Purggil in ‘Star Wars: Rebels’
Purggil may not be familiar to casual Star Wars fans, and that’s okay. However, those who’ve seen Rebels understand that they ultimately are responsible for losing Ezra Bridger and Grand Admiral Thrawn, hence why Ahsoka and Hera are looking for them both. While Thrawn poses a great threat to the galaxy, which is in the new Republic’s vulnerable and infancy stage after the fall of the Emperor and his apprentice Darth Vader, Ezra is the main character of Star Wars: Rebels, a young Jedi who eventually became family to the crew of the Ghost. As Ezra is himself a Jedi, Ahsoka has taken it upon herself to find him. But, how exactly did he go missing in the first place? Well, the short answer is Purggil. Ezra always had a force connection with animals. We see it with the wolves on Lothal, and in the final episode of Rebels, Ezra using the force to call Purggil to his aid as he stands off with Grand Admiral Thrawn. The Purggil wrap their tentacles around the blockade ship that threatens to destroy Lothal, and take off through hyperspace, exiting the current galaxy and entering a new one. This is how Ezra becomes lost.
Building to Something Big
Purggil don’t only travel through hyperspace; they are also able to jump between galaxies using migratory patterns that early Jedi once used to travel from galaxy to galaxy. Although what we see in Star Wars is vast, it still remains a part of one system: one universe. Avid Star Wars readers understand that this isn’t the only galaxy out there, and new places bring along new threats. As Ahsoka so far is drawing heavy inspiration from unofficial Star Wars materials and has confirmed that Morgan Elsbeth, Baylan Skoll, and Shin Hait are attempting to build a hyperspace ring that is capable of using Purggil patterns to enter new universes, the introduction of a threat far greater than Palpatine, Vader, and the Empire seems all but confirmed. We aren’t talking about Grand Admiral Thrawn. Instead, the Purggil may lead to ancient civilizations of Sith or even witches like the Night Sisters, who will wreak absolute havoc on the galaxy.

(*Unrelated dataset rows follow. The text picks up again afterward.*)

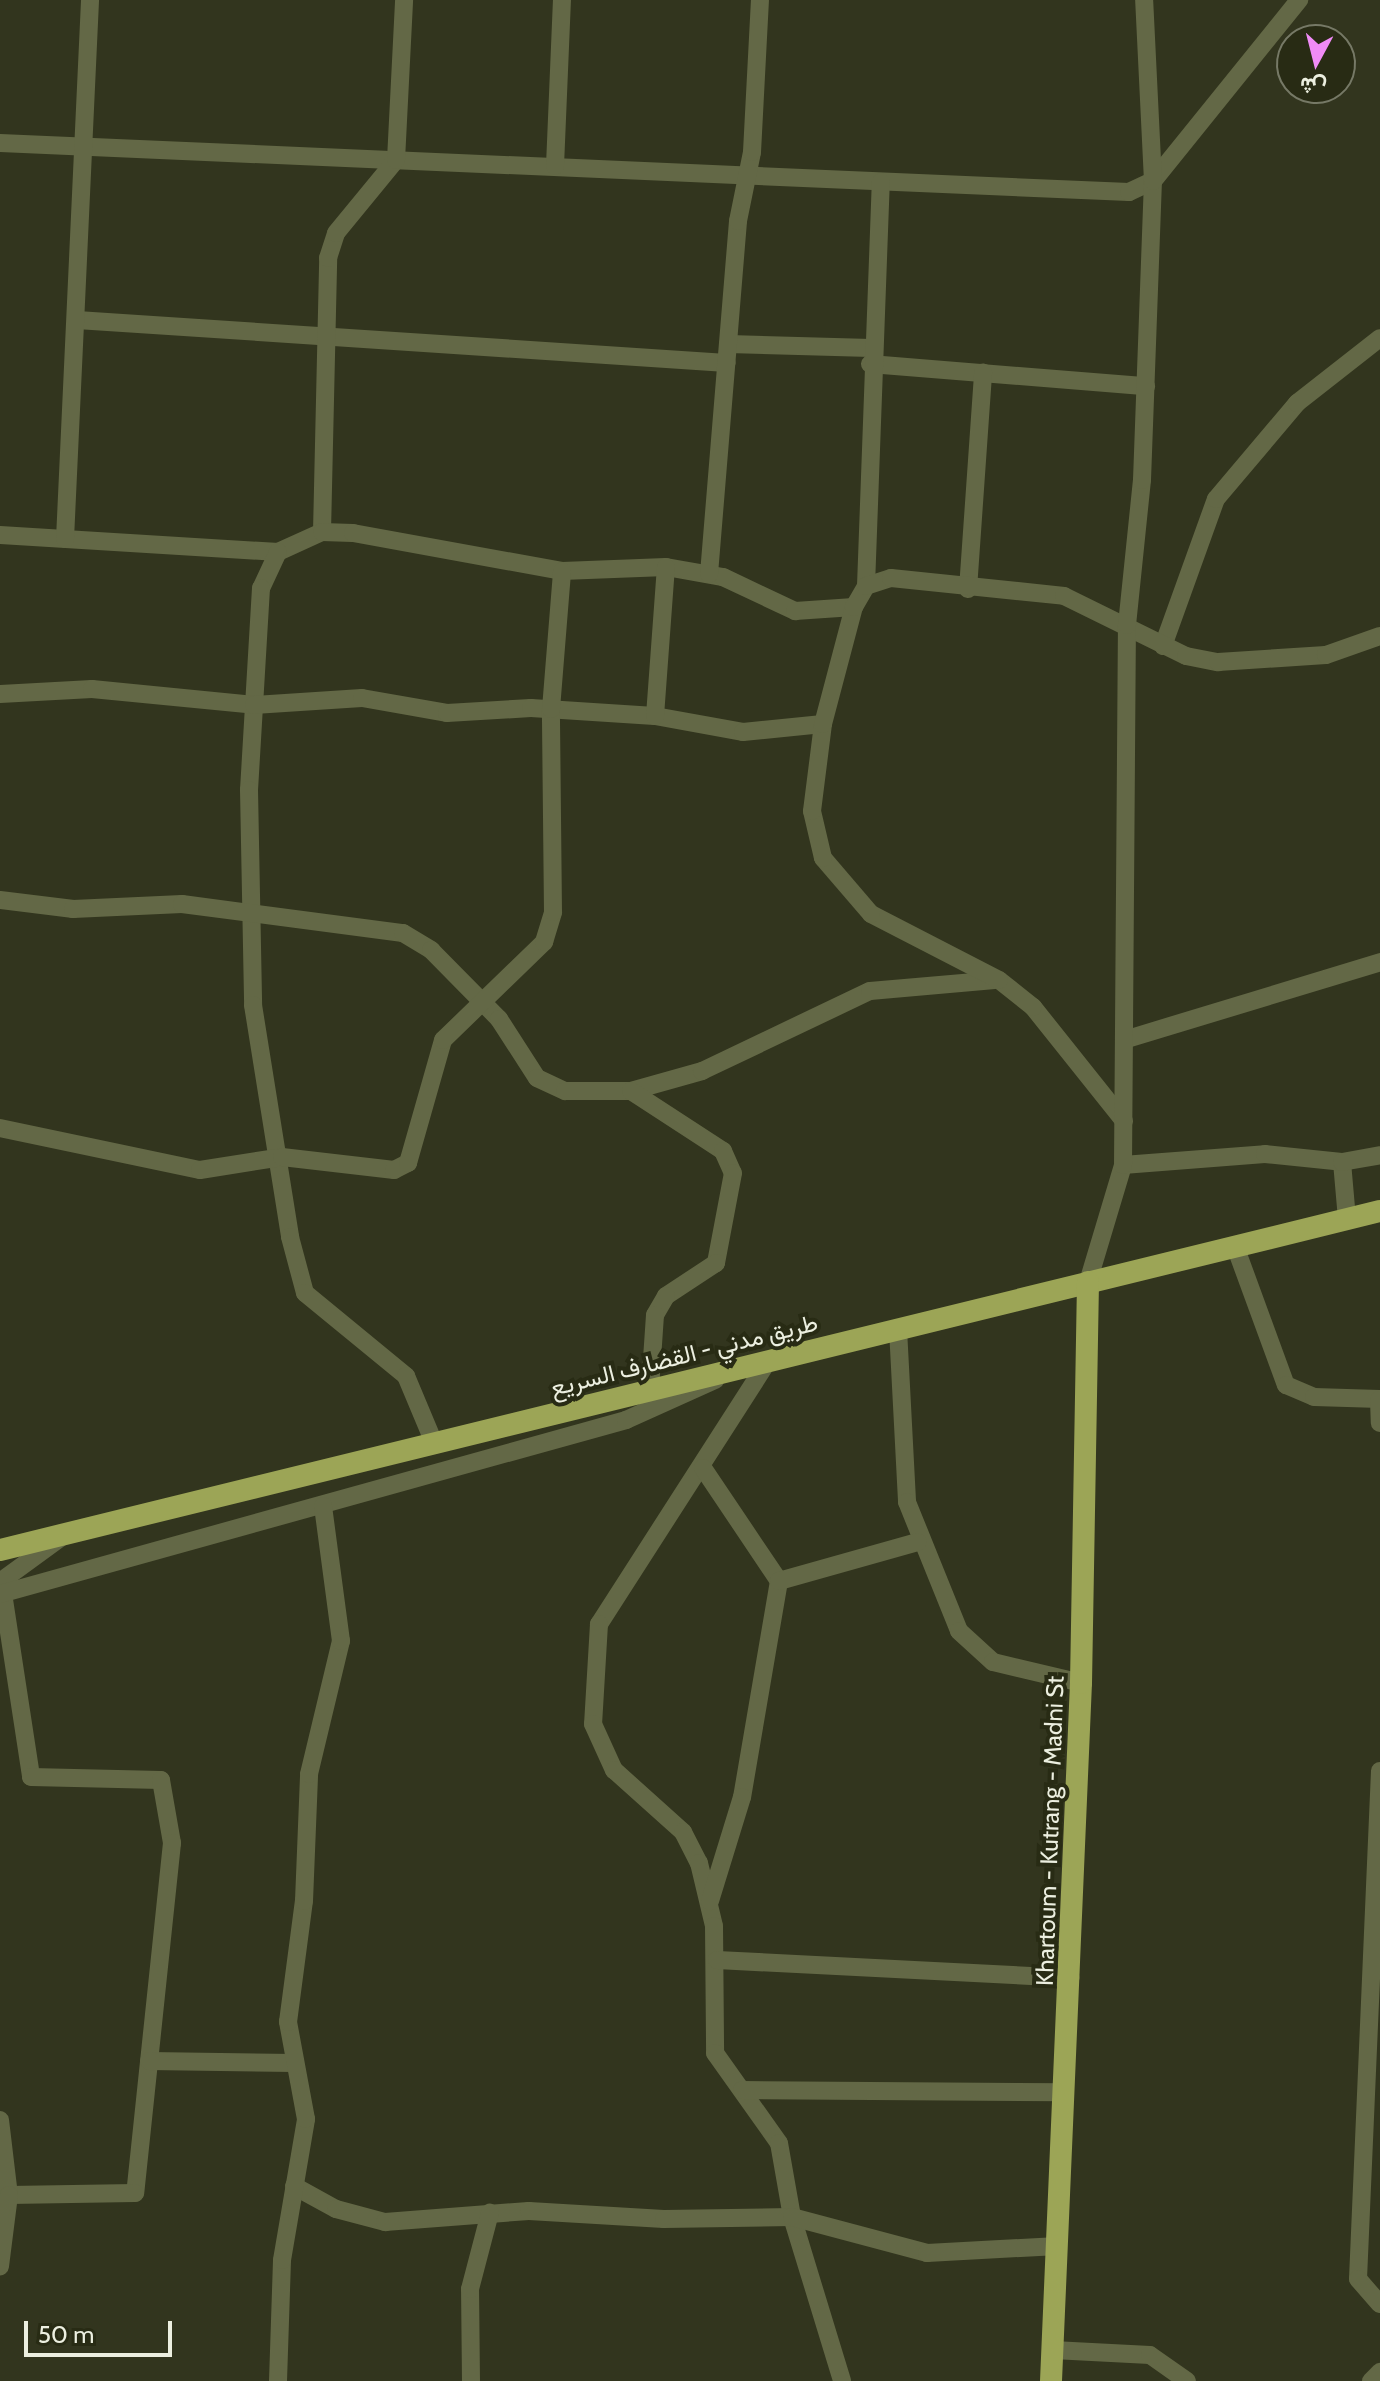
<!DOCTYPE html>
<html>
<head>
<meta charset="utf-8">
<style>
	body { margin:0 }
	#map { position:relative; width:1380px; height:2381px; overflow:hidden; background:#32351e; font-family:Cabin,Vazirmatn,sans-serif }
	div>[style] { position:absolute }
	.minor>* { height:18px; margin:-9px; padding:0 9px; transform-origin:9px; border-radius:9px; background:#636846 }
	.trunk>* { height:22px; margin:-11px; padding:0 11px; transform-origin:11px; border-radius:11px; background:#9ca556 }
	span { translate:-50% -50%; white-space:nowrap; text-align:center; line-height:1.15; -webkit-text-stroke:8px #282b14; paint-order:stroke }
	.street-label { font-size:24px; color:#ecefe0 }
	.north { position:absolute; left:1276px; top:24px; width:80px; height:80px; box-sizing:border-box; background:#282b14; border:2px solid #767966; border-radius:50%; rotate:187deg; font-size:22px; font-weight:700; line-height:32px; text-align:center; color:#ecefe0 }
	.north::after { content:''; display:block; margin:auto; width:28px; height:36px; background:#f08bf6; clip-path:polygon(50% 0,100% 100%,50% 72%,0 100%) }
	.scale { position:absolute; left:24px; top:2321px; width:148px; height:36px; box-sizing:border-box; border:4px solid #ecefe0; border-top:0; padding-left:10px; font-size:24px; line-height:28px; white-space:nowrap; color:#ecefe0; -webkit-text-stroke:6px #282b14; paint-order:stroke }
</style>
</head>
<body>
<div id="map">
	<div class="minor">
		<div style="left:0;top:143px;width:1130px;rotate:2.49deg"></div>
		<div style="left:1129px;top:192px;width:26px;rotate:-25deg"></div>
		<div style="left:1153px;top:181px;width:233px;rotate:-51.1deg"></div>
		<div style="left:555px;top:166px;width:166px;rotate:-87.6deg"></div>
		<div style="left:77px;top:320px;width:651px;rotate:3.78deg"></div>
		<div style="left:728px;top:344px;width:143px;rotate:1.6deg"></div>
		<div style="left:870px;top:364px;width:277px;rotate:4.6deg"></div>
		<div style="left:322px;top:532px;width:274px;rotate:-88.7deg"></div>
		<div style="left:328px;top:258px;width:26px;rotate:-72deg"></div>
		<div style="left:336px;top:233px;width:94px;rotate:-50.6deg"></div>
		<div style="left:396px;top:160px;width:160px;rotate:-87.1deg"></div>
		<div style="left:0;top:535px;width:279px;rotate:3.5deg"></div>
		<div style="left:278px;top:552px;width:48px;rotate:-24.4deg"></div>
		<div style="left:322px;top:532px;width:31px;rotate:2deg"></div>
		<div style="left:353px;top:533px;width:212px;rotate:10.3deg"></div>
		<div style="left:562px;top:571px;width:104px;rotate:-2.2deg"></div>
		<div style="left:666px;top:567px;width:58px;rotate:10deg"></div>
		<div style="left:723px;top:577px;width:80px;rotate:25.3deg"></div>
		<div style="left:795px;top:611px;width:59px;rotate:-3.9deg"></div>
		<div style="left:65px;top:539px;width:540px;rotate:-87.34deg"></div>
		<div style="left:278px;top:552px;width:40px;rotate:115deg"></div>
		<div style="left:261px;top:588px;width:202px;rotate:93.4deg"></div>
		<div style="left:249px;top:790px;width:215px;rotate:88.9deg"></div>
		<div style="left:253px;top:1005px;width:235px;rotate:80.9deg"></div>
		<div style="left:290px;top:1237px;width:58px;rotate:75deg"></div>
		<div style="left:305px;top:1293px;width:131px;rotate:39.4deg"></div>
		<div style="left:406px;top:1376px;width:73px;rotate:67.3deg"></div>
		<div style="left:709px;top:574px;width:354px;rotate:-85.3deg"></div>
		<div style="left:738px;top:221px;width:70px;rotate:-78.5deg"></div>
		<div style="left:752px;top:152px;width:152px;rotate:-87deg"></div>
		<div style="left:866px;top:586px;width:404px;rotate:-87.9deg"></div>
		<div style="left:968px;top:589px;width:217px;rotate:-86deg"></div>
		<div style="left:1163px;top:646px;width:156px;rotate:-70.2deg"></div>
		<div style="left:1216px;top:499px;width:126px;rotate:-49.8deg"></div>
		<div style="left:1297px;top:403px;width:105px;rotate:-38.1deg"></div>
		<div style="left:0;top:694px;width:92px;rotate:-3.1deg"></div>
		<div style="left:92px;top:689px;width:163px;rotate:5.6deg"></div>
		<div style="left:254px;top:705px;width:108px;rotate:-3.7deg"></div>
		<div style="left:362px;top:698px;width:86px;rotate:10deg"></div>
		<div style="left:447px;top:713px;width:84px;rotate:-3.4deg"></div>
		<div style="left:531px;top:708px;width:124px;rotate:3.7deg"></div>
		<div style="left:655px;top:716px;width:89px;rotate:10.3deg"></div>
		<div style="left:743px;top:732px;width:80px;rotate:-5.7deg"></div>
		<div style="left:655px;top:716px;width:149px;rotate:-85.8deg"></div>
		<div style="left:0;top:900px;width:74px;rotate:7deg"></div>
		<div style="left:73px;top:909px;width:109px;rotate:-2.6deg"></div>
		<div style="left:182px;top:904px;width:223px;rotate:7.5deg"></div>
		<div style="left:403px;top:933px;width:33px;rotate:31deg"></div>
		<div style="left:431px;top:950px;width:97px;rotate:45.4deg"></div>
		<div style="left:499px;top:1019px;width:70px;rotate:57.2deg"></div>
		<div style="left:537px;top:1078px;width:31px;rotate:25deg"></div>
		<div style="left:565px;top:1091px;width:66px"></div>
		<div style="left:631px;top:1091px;width:74px;rotate:-15.7deg"></div>
		<div style="left:702px;top:1071px;width:186px;rotate:-25.5deg"></div>
		<div style="left:870px;top:991px;width:125px;rotate:-5deg"></div>
		<div style="left:1124px;top:1040px;width:268px;rotate:-16.9deg"></div>
		<div style="left:631px;top:1091px;width:110px;rotate:33.1deg"></div>
		<div style="left:723px;top:1151px;width:24px;rotate:66deg"></div>
		<div style="left:733px;top:1173px;width:92px;rotate:100.7deg"></div>
		<div style="left:716px;top:1263px;width:60px;rotate:146.6deg"></div>
		<div style="left:666px;top:1296px;width:22px;rotate:120deg"></div>
		<div style="left:655px;top:1315px;width:74px;rotate:93.9deg"></div>
		<div style="left:1124px;top:1121px;width:146px;rotate:-128.6deg"></div>
		<div style="left:1033px;top:1007px;width:43px;rotate:-141.5deg"></div>
		<div style="left:999px;top:980px;width:144px;rotate:-152.7deg"></div>
		<div style="left:871px;top:914px;width:74px;rotate:-130.6deg"></div>
		<div style="left:823px;top:858px;width:48px;rotate:-103.2deg"></div>
		<div style="left:812px;top:811px;width:88px;rotate:-82.8deg"></div>
		<div style="left:823px;top:724px;width:121px;rotate:-75.2deg"></div>
		<div style="left:854px;top:607px;width:24px;rotate:-60deg"></div>
		<div style="left:866px;top:586px;width:26px;rotate:-18deg"></div>
		<div style="left:891px;top:578px;width:174px;rotate:5.9deg"></div>
		<div style="left:1064px;top:596px;width:136px;rotate:26.2deg"></div>
		<div style="left:1186px;top:656px;width:33px;rotate:11deg"></div>
		<div style="left:1218px;top:662px;width:108px;rotate:-3.7deg"></div>
		<div style="left:1326px;top:655px;width:57px;rotate:-19.4deg"></div>
		<div style="left:0;top:1128px;width:204px;rotate:11.9deg"></div>
		<div style="left:200px;top:1170px;width:83px;rotate:-9deg"></div>
		<div style="left:282px;top:1157px;width:113px;rotate:6.6deg"></div>
		<div style="left:394px;top:1170px;width:16px;rotate:-27deg"></div>
		<div style="left:408px;top:1163px;width:128px;rotate:-74.1deg"></div>
		<div style="left:443px;top:1040px;width:141px;rotate:-44.1deg"></div>
		<div style="left:544px;top:942px;width:31px;rotate:-73deg"></div>
		<div style="left:553px;top:912px;width:203px;rotate:-90.6deg"></div>
		<div style="left:551px;top:709px;width:138px;rotate:-85.4deg"></div>
		<div style="left:1342px;top:1162px;width:57px;rotate:85deg"></div>
		<div style="left:1123px;top:1165px;width:142px;rotate:-4.4deg"></div>
		<div style="left:1265px;top:1154px;width:77px;rotate:5.9deg"></div>
		<div style="left:1342px;top:1162px;width:39px;rotate:-10deg"></div>
		<div style="left:1235px;top:1246px;width:148px;rotate:69.9deg"></div>
		<div style="left:1286px;top:1385px;width:30px;rotate:23deg"></div>
		<div style="left:1314px;top:1397px;width:66px;rotate:1.7deg"></div>
		<div style="left:1088px;top:1282px;width:122px;rotate:-73.3deg"></div>
		<div style="left:1123px;top:1165px;width:540px;rotate:-89.58deg"></div>
		<div style="left:1127px;top:625px;width:146px;rotate:-84.1deg"></div>
		<div style="left:1142px;top:480px;width:299px;rotate:-87.9deg"></div>
		<div style="left:1153px;top:181px;width:181px;rotate:-92.8deg"></div>
		<div style="left:898px;top:1329px;width:173px;rotate:87deg"></div>
		<div style="left:907px;top:1502px;width:139px;rotate:68deg"></div>
		<div style="left:959px;top:1631px;width:46px;rotate:42.4deg"></div>
		<div style="left:993px;top:1662px;width:90px;rotate:13.4deg"></div>
		<div style="left:768px;top:1361px;width:313px;rotate:122.7deg"></div>
		<div style="left:599px;top:1624px;width:100px;rotate:93.4deg"></div>
		<div style="left:593px;top:1724px;width:51px;rotate:65.5deg"></div>
		<div style="left:614px;top:1770px;width:93px;rotate:41.9deg"></div>
		<div style="left:683px;top:1832px;width:35px;rotate:63deg"></div>
		<div style="left:699px;top:1863px;width:65px;rotate:76.6deg"></div>
		<div style="left:714px;top:1926px;width:127px;rotate:89.5deg"></div>
		<div style="left:715px;top:2053px;width:110px;rotate:54.6deg"></div>
		<div style="left:779px;top:2143px;width:75px;rotate:80deg"></div>
		<div style="left:792px;top:2217px;width:171px;rotate:73deg"></div>
		<div style="left:1379px;top:1400px;width:23px;rotate:88deg"></div>
		<div style="left:703px;top:1468px;width:136px;rotate:56.1deg"></div>
		<div style="left:779px;top:1581px;width:219px;rotate:99.7deg"></div>
		<div style="left:742px;top:1797px;width:109px;rotate:107.1deg"></div>
		<div style="left:779px;top:1581px;width:144px;rotate:-15.7deg"></div>
		<div style="left:0;top:1582px;width:78px;rotate:-36.1deg"></div>
		<div style="left:3px;top:1593px;width:186px;rotate:81.3deg"></div>
		<div style="left:31px;top:1777px;width:130px;rotate:1.3deg"></div>
		<div style="left:161px;top:1780px;width:64px;rotate:80.1deg"></div>
		<div style="left:172px;top:1843px;width:352px;rotate:96deg"></div>
		<div style="left:135px;top:2193px;width:126px;rotate:179.1deg"></div>
		<div style="left:0;top:1594px;width:650px;rotate:-15.53deg"></div>
		<div style="left:626px;top:1420px;width:98px;rotate:-24.2deg"></div>
		<div style="left:1380px;top:1771px;width:508px;rotate:92.48deg"></div>
		<div style="left:1358px;top:2279px;width:33px;rotate:49deg"></div>
		<div style="left:717px;top:1960px;width:354px;rotate:2.9deg"></div>
		<div style="left:149px;top:2061px;width:145px;rotate:0.8deg"></div>
		<div style="left:742px;top:2090px;width:323px;rotate:0.4deg"></div>
		<div style="left:0;top:2120px;width:76px;rotate:83.2deg"></div>
		<div style="left:9px;top:2195px;width:72px;rotate:97.2deg"></div>
		<div style="left:294px;top:2186px;width:48px;rotate:28.7deg"></div>
		<div style="left:336px;top:2209px;width:51px;rotate:14.9deg"></div>
		<div style="left:385px;top:2222px;width:144px;rotate:-4.4deg"></div>
		<div style="left:529px;top:2211px;width:135px;rotate:3.4deg"></div>
		<div style="left:664px;top:2219px;width:128px;rotate:-0.9deg"></div>
		<div style="left:792px;top:2217px;width:140px;rotate:14.9deg"></div>
		<div style="left:927px;top:2253px;width:131px;rotate:-3.1deg"></div>
		<div style="left:1053px;top:2350px;width:97px;rotate:3deg"></div>
		<div style="left:1150px;top:2355px;width:45px;rotate:35.1deg"></div>
		<div style="left:278px;top:2381px;width:121px;rotate:-88.1deg"></div>
		<div style="left:282px;top:2260px;width:143px;rotate:-80.3deg"></div>
		<div style="left:306px;top:2119px;width:99px;rotate:-100.5deg"></div>
		<div style="left:288px;top:2022px;width:122px;rotate:-82.5deg"></div>
		<div style="left:304px;top:1901px;width:127px;rotate:-87.7deg"></div>
		<div style="left:309px;top:1774px;width:137px;rotate:-76.5deg"></div>
		<div style="left:341px;top:1641px;width:136px;rotate:-97.6deg"></div>
		<div style="left:471px;top:2381px;width:92px;rotate:-90.6deg"></div>
		<div style="left:470px;top:2289px;width:79px;rotate:-75.3deg"></div>
		<div style="left:1371px;top:2381px;width:13px;rotate:-45deg"></div>
	</div>
	<div class="trunk">
		<div style="left:0;top:1550px;width:1421px;rotate:-13.8deg"></div>
		<div style="left:1051px;top:2381px;width:699px;rotate:-87.54deg"></div>
		<div style="left:1081px;top:1683px;width:401px;rotate:-89deg"></div>
	</div>
	<div class="street-label">
		<span style="left:684px;top:1355px;rotate:-14deg">طريق مدني - القضارف السريع</span>
		<span style="left:1050px;top:1831px;rotate:-88deg">Khartoum - Kutrang - Madni St</span>
	</div>
	<div class="north">ش</div>
	<div class="scale">50 m</div>
</div>
</body>
</html>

Purggil Will Tie-In Several Projects
If you weren’t aware, The Book of Boba Fett, The Mandalorian, and Ahsoka are all intertwined. We’ve seen Rosario Dawson’s Ahsoka character pop in alongside Din Djarin and Luke Skywalker in The Mandalorian, and we’ve seen Boba Fett fight side by side with the same character. Interestingly enough, Sabine Wren is also a Mandalorian, which is why it is so tricky for Ahsoka to train her, but I digress. The lore of Mandalore and the imminent threat that intergalactic travel presents with the Purggil will conclude in one giant cross-over film, similar to Avengers: End Game. Filoni is building something massive, and he’s using Clone Wars and Rebels lore regarding ancient force magic and beasts to do it. This is all incredibly exciting and an apparent reason you should watch Star Wars: Rebels and Clone Wars if you have not. Trust us, it’s going to get good, but confusing as well as Rebels also deals greatly with traveling to worlds outside of space and time; think the MCU’s Multiverse.